- _Task objective_:
If a line in the material below has the string "from", copy it out.
>>
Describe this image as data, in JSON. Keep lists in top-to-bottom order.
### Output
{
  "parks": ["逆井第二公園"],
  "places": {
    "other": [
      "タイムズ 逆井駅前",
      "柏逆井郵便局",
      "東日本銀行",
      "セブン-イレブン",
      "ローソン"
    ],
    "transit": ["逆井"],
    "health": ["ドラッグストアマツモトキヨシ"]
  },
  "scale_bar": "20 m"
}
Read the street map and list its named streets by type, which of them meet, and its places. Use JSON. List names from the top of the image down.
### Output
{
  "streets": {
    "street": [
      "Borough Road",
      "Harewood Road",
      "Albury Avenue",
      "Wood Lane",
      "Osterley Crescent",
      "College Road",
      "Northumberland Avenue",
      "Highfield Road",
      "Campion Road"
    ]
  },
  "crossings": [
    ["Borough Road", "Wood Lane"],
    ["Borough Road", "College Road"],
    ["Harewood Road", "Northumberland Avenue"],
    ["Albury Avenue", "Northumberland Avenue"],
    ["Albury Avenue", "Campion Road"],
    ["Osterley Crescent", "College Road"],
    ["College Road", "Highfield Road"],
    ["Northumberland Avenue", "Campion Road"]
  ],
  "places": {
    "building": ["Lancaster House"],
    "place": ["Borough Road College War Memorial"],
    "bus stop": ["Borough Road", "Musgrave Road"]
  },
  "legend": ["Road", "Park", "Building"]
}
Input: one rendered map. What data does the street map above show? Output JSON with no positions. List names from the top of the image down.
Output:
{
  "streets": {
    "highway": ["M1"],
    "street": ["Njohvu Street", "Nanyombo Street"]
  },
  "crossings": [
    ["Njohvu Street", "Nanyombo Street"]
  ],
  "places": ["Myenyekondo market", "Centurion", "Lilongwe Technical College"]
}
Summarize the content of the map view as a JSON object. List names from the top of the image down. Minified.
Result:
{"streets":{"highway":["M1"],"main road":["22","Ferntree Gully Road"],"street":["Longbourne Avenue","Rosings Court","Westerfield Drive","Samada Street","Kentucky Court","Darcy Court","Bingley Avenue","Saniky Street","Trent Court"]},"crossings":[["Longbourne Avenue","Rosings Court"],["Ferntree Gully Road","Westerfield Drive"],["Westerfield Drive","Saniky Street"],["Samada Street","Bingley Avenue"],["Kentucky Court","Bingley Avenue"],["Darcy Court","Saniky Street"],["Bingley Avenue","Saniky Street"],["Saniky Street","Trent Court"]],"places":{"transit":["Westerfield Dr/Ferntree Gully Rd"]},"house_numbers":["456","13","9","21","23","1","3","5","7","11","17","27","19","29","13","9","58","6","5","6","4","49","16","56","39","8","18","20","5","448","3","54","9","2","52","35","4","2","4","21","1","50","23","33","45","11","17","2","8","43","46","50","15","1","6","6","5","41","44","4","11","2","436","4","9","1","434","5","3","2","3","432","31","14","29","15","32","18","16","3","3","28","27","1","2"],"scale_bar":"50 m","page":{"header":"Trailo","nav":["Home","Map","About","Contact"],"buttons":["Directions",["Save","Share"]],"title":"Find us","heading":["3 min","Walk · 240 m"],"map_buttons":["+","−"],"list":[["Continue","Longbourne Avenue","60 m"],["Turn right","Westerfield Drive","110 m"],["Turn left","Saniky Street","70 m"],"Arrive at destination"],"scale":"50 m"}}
<<
- _Response to the exercise_:
Read the street map and list its named streets by type, which of them meet, and its places. Use JSON. List names from the top of the image down.
Input: one rendered map. What data does the street map above show? Output JSON with no positions. List names from the top of the image down.
Summarize the content of the map view as a JSON object. List names from the top of the image down. Minified.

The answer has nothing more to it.